Testing and alternative medicine.

UK-Skeptics © 2005.


Most alternative remedies have been around for a long time. The majority of them from before the time that the double-blind, placebo-controlled study was developed. The proponents of alternative treatments claim that they work; and they have plenty of satisfied customers to back up the claim: they know it works because they can see the results.

Of course, trying something and seeing if it works introduces all of the potential biases and confounding factors that both the practitioner and the patient are susceptible to: placebo effects; the power of suggestion; reinterpretation; observer bias; etcetera. Obviously, this kind of "evidence" does nothing to show whether a treatment has any real therapeutic value.


Alternative remedies tend to follow a similar route to existence:

  1. The treatment may be ancient or traditional, new and innovative, or a different approach to treatment than conventional medicine. The method employed is usually discovered by trial and error and the evidence to back it up is anecdotal.

  2. Skeptics will point out the flaw in this approach and question the value of the treatment, including the often bizarre mechanisms by which they are proposed to work. Practitioners will publish the results of their tests, which are open trials, as proof that their particular remedy works. Again, skeptics point out the flaws and state the need for double-blind testing to be done.

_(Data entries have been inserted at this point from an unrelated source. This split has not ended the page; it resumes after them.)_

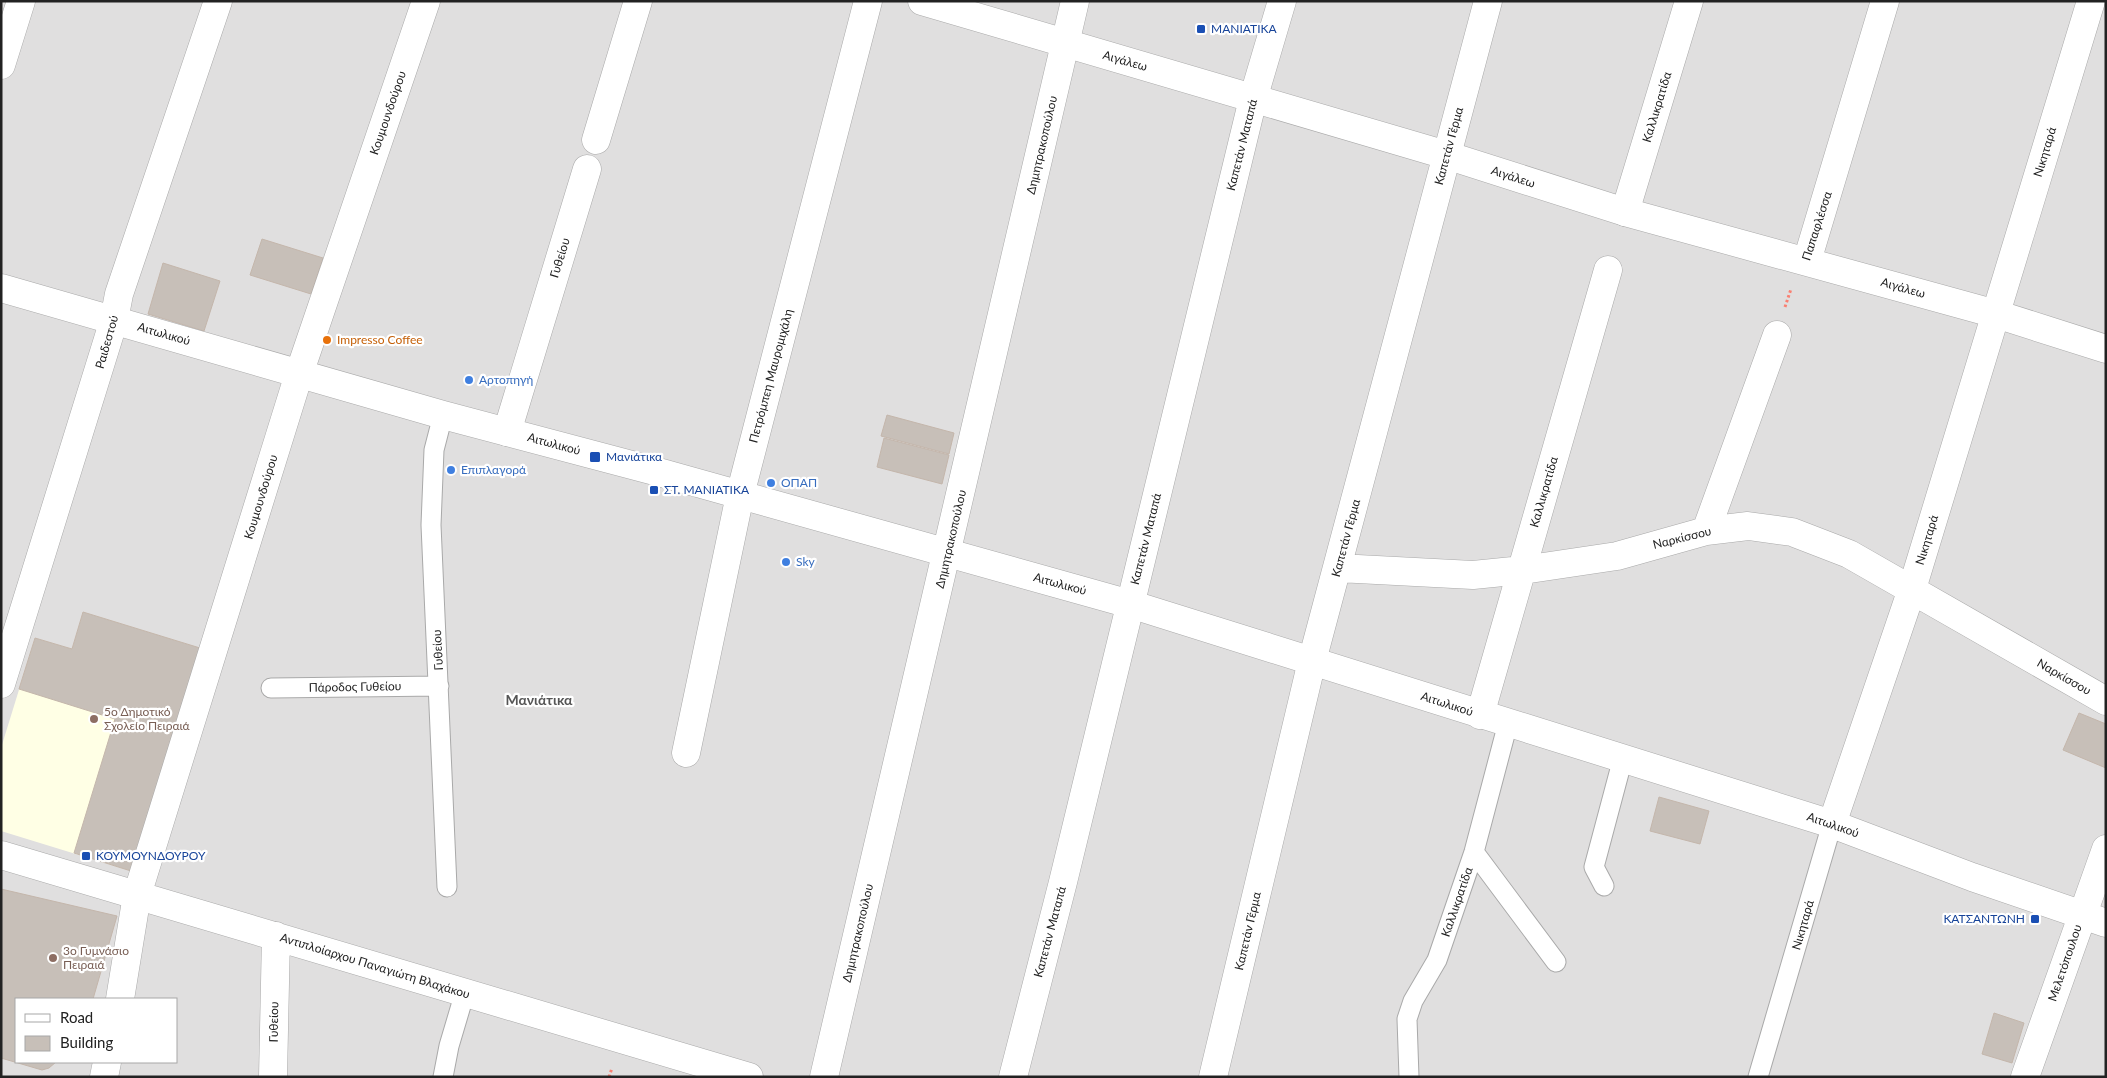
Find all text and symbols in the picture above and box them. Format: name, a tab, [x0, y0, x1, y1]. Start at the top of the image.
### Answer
place label: ΜΑΝΙΑΤΙΚΑ	[1211, 21, 1277, 36]
marker: ΜΑΝΙΑΤΙΚΑ	[1195, 23, 1207, 35]
street label: Αιγάλεω	[1101, 47, 1149, 74]
street label: Κουμουνδούρου	[366, 69, 409, 157]
street label: Καλλικρατίδα	[1639, 69, 1675, 144]
street label: Δημητρακοπούλου	[1023, 94, 1060, 196]
street label: Καπετάν Ματαπά	[1223, 97, 1260, 192]
street label: Καπετάν Γέρμα	[1431, 104, 1466, 187]
street label: Νικηταρά	[2030, 124, 2059, 179]
street label: Αιγάλεω	[1489, 162, 1537, 191]
street label: Παπαφλέσσα	[1798, 188, 1835, 263]
street label: Γυθείου	[546, 236, 573, 280]
street label: Αιγάλεω	[1879, 274, 1927, 301]
street label: Πετρόμπεη Μαυρομιχάλη	[745, 307, 796, 444]
street label: Ραιδεστού	[92, 313, 121, 370]
street label: Αιτωλικού	[136, 319, 192, 348]
place label: Impresso Coffee	[337, 332, 423, 347]
marker: Impresso Coffee	[321, 334, 333, 346]
place label: Αρτοπηγή	[479, 372, 533, 387]
marker: Αρτοπηγή	[463, 374, 475, 386]
street label: Αιτωλικού	[526, 429, 582, 458]
place label: Μανιάτικα	[606, 449, 663, 464]
marker: Μανιάτικα	[588, 450, 602, 464]
street label: Κουμουνδούρου	[241, 453, 281, 541]
street label: Καλλικρατίδα	[1526, 454, 1561, 529]
place label: Επιπλαγορά	[461, 462, 527, 477]
marker: Επιπλαγορά	[445, 464, 457, 476]
place label: ΟΠΑΠ	[781, 475, 817, 490]
marker: ΟΠΑΠ	[765, 477, 777, 489]
place label: ΣΤ. ΜΑΝΙΑΤΙΚΑ	[664, 482, 750, 497]
marker: ΣΤ. ΜΑΝΙΑΤΙΚΑ	[648, 484, 660, 496]
street label: Δημητρακοπούλου	[932, 488, 969, 590]
street label: Καπετάν Ματαπά	[1127, 491, 1164, 586]
street label: Καπετάν Γέρμα	[1328, 496, 1363, 579]
street label: Νικηταρά	[1912, 512, 1941, 567]
street label: Ναρκίσσου	[1651, 523, 1713, 552]
place label: Sky	[796, 554, 816, 569]
marker: Sky	[780, 556, 792, 568]
street label: Αιτωλικού	[1032, 569, 1088, 598]
street label: Γυθείου	[429, 629, 446, 671]
street label: Ναρκίσσου	[2035, 655, 2094, 698]
street label: Πάροδος Γυθείου	[308, 678, 402, 695]
street label: Αιτωλικού	[1419, 688, 1475, 719]
district label: Μανιάτικα	[505, 691, 573, 708]
place label: 5ο Δημοτικό Σχολείο Πειραιά	[104, 704, 191, 733]
marker: 5ο Δημοτικό Σχολείο Πειραιά	[88, 713, 100, 725]
street label: Αιτωλικού	[1805, 809, 1861, 840]
place label: ΚΟΥΜΟΥΝΔΟΥΡΟΥ	[96, 848, 206, 863]
marker: ΚΟΥΜΟΥΝΔΟΥΡΟΥ	[80, 850, 92, 862]
street label: Καλλικρατίδα	[1438, 864, 1476, 939]
street label: Δημητρακοπούλου	[839, 882, 876, 984]
street label: Καπετάν Ματαπά	[1030, 884, 1069, 979]
street label: Καπετάν Γέρμα	[1231, 889, 1264, 972]
street label: Νικηταρά	[1788, 897, 1817, 952]
place label: ΚΑΤΣΑΝΤΩΝΗ	[1943, 911, 2025, 926]
marker: ΚΑΤΣΑΝΤΩΝΗ	[2029, 913, 2041, 925]
street label: Μελετόπουλου	[2044, 922, 2085, 1003]
street label: Αντιπλοίαρχου Παναγιώτη Βλαχάκου	[278, 929, 472, 1002]
place label: 3ο Γυμνάσιο Πειραιά	[63, 943, 129, 972]
marker: 3ο Γυμνάσιο Πειραιά	[47, 952, 59, 964]
legend	[15, 998, 178, 1063]
street label: Γυθείου	[266, 1001, 281, 1043]
text: Road	[60, 1008, 93, 1026]
text: Building	[60, 1033, 113, 1051]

  3. The practitioners of the alternative treatment will often do their own, small scale, poorly designed double-blind trials and publish the tests which have a positive result and not publish those that do not (see: publication bias). It is these trials that will be used in the future to support the claim that their treatment works.

  4. Having become popular, with some evidence to back up the treatment's effectiveness, a large scale, well-designed, double-blind, placebo-controlled test will be done by serious, independent researchers. Invariably, the results show no difference between the treatment and the placebo control group.

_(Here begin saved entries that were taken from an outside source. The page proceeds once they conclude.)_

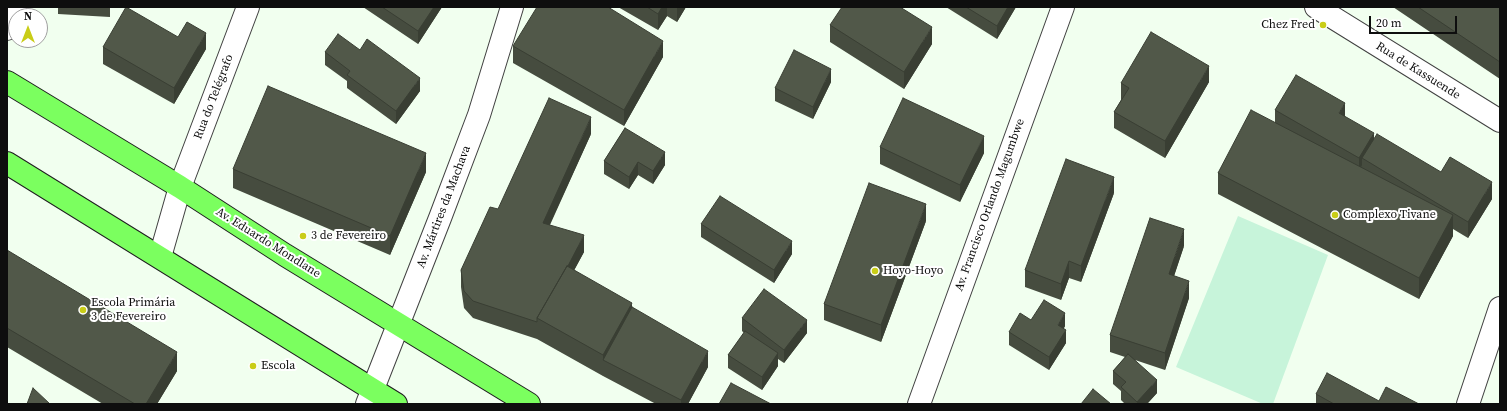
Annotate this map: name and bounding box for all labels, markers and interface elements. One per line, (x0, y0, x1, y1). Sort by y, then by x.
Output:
north arrow (8, 8, 48, 48)
scale bar (1371, 8, 1459, 34)
text: N (24, 9, 32, 24)
text: 20 m (1376, 15, 1402, 31)
place label: Chez Fred (1261, 18, 1315, 32)
marker: Chez Fred (1318, 20, 1328, 30)
street label: Rua de Kassuende (1373, 39, 1463, 103)
street label: Rua do Telégrafo (191, 53, 237, 141)
street label: Av. Francisco Orlando Magumbwe (952, 117, 1028, 293)
street label: Av. Mártires da Machava (414, 144, 474, 270)
street label: Av. Eduardo Mondlane (213, 205, 323, 281)
place label: Complexo Tivane (1343, 208, 1436, 222)
marker: Complexo Tivane (1330, 210, 1340, 220)
place label: 3 de Fevereiro (311, 229, 386, 243)
marker: 3 de Fevereiro (298, 231, 308, 241)
place label: Hoyo-Hoyo (883, 264, 943, 278)
marker: Hoyo-Hoyo (870, 266, 880, 276)
place label: Escola Primária 3 de Fevereiro (91, 296, 175, 324)
marker: Escola Primária 3 de Fevereiro (78, 305, 88, 315)
place label: Escola (261, 359, 295, 373)
marker: Escola (248, 361, 258, 371)

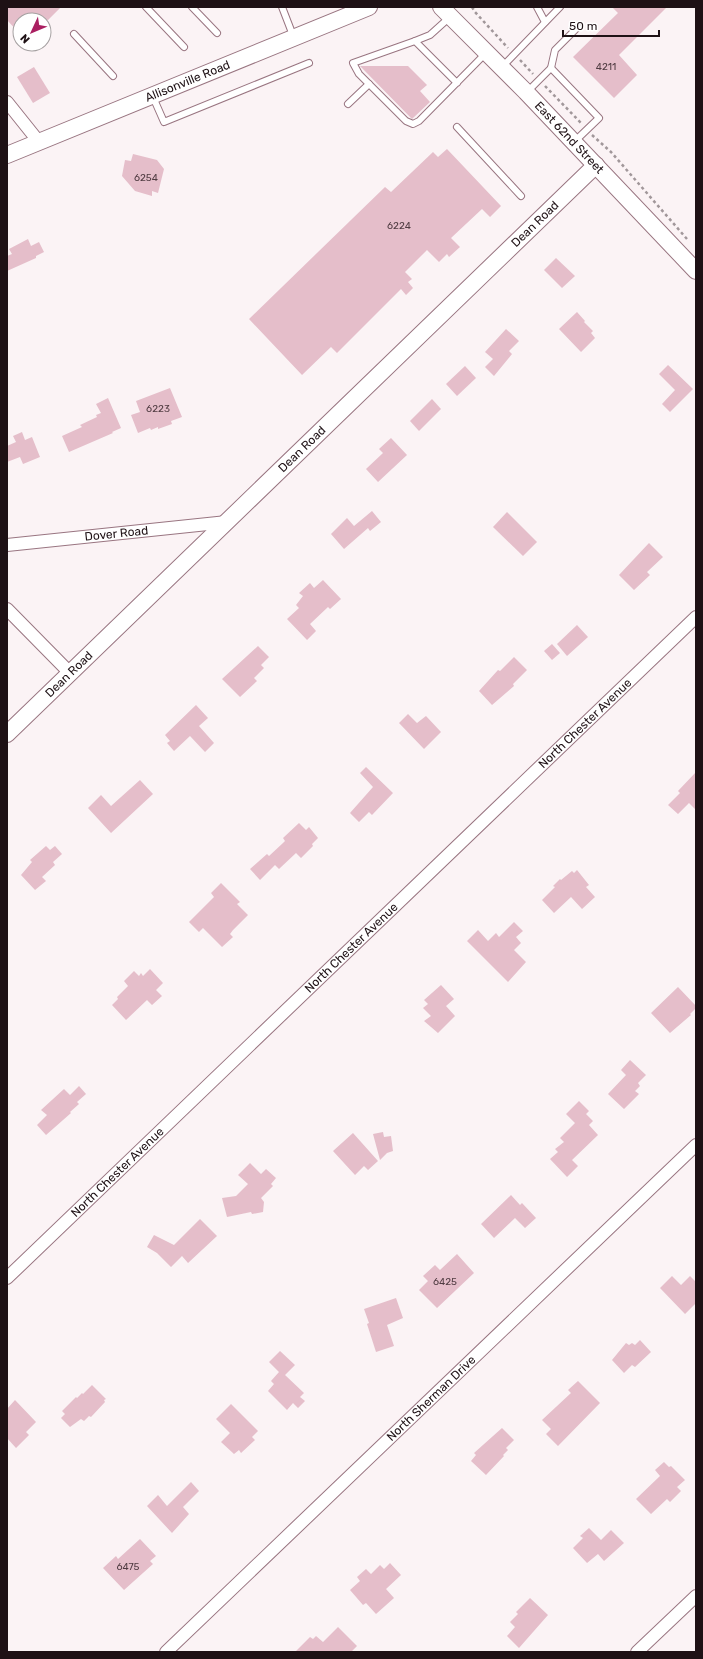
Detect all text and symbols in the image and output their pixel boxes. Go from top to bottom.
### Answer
north arrow [12,12,52,52]
scale bar [563,12,659,38]
text: 50 m [569,19,597,33]
text: N [18,31,33,46]
street label: Allisonville Road [143,58,232,105]
house number: 4211 [596,61,616,73]
street label: East 62nd Street [532,99,607,177]
house number: 6254 [134,172,158,184]
street label: Dean Road [508,198,561,250]
house number: 6224 [387,220,411,232]
house number: 6223 [146,403,170,415]
street label: Dean Road [275,423,328,475]
street label: Dover Road [84,523,149,544]
street label: Dean Road [42,648,95,700]
street label: North Chester Avenue [536,676,635,771]
street label: North Chester Avenue [302,900,401,996]
street label: North Chester Avenue [68,1124,167,1220]
house number: 6425 [433,1276,457,1288]
street label: North Sherman Drive [384,1353,479,1444]
house number: 6475 [116,1561,140,1573]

By the time this stage is reached, however, the treatment will already be established and the belief system which supports it is firmly in place.

Having failed the scientific study, practitioners will come up with various get-out clauses as to why double-blind placebo-controlled studies are not the best way to test their particular treatment: e.g. it's holistic or treats individuals and not groups. This is known as special pleading and is not a valid defence.


If placebos give a perceived benefit, what's the harm?

  1. If the illness is a self-limiting one then there should be little or no harm to the individual other than financial: alternative remedies are often expensive.

    Some alternative treatments do pose a risk to patients, chiropractic neck manipulations for example, so it needs to be considered whether any risk is worth taking when the treatment is not effective in any therapeutic sense.

    If the illness is potentially fatal however, no placebo response will prevent it from running its natural course.

  2. Even if the illness is a self-limiting one, a placebo treatment is not going to be as effective as a real one. Placebo effects are present in all treatments; real treatments are those which are proven to work more effectively than a placebo.

  3. Uncritically or willfully accepting that which is not real is another journey on the slippery slope to irrationality (see: what's the harm).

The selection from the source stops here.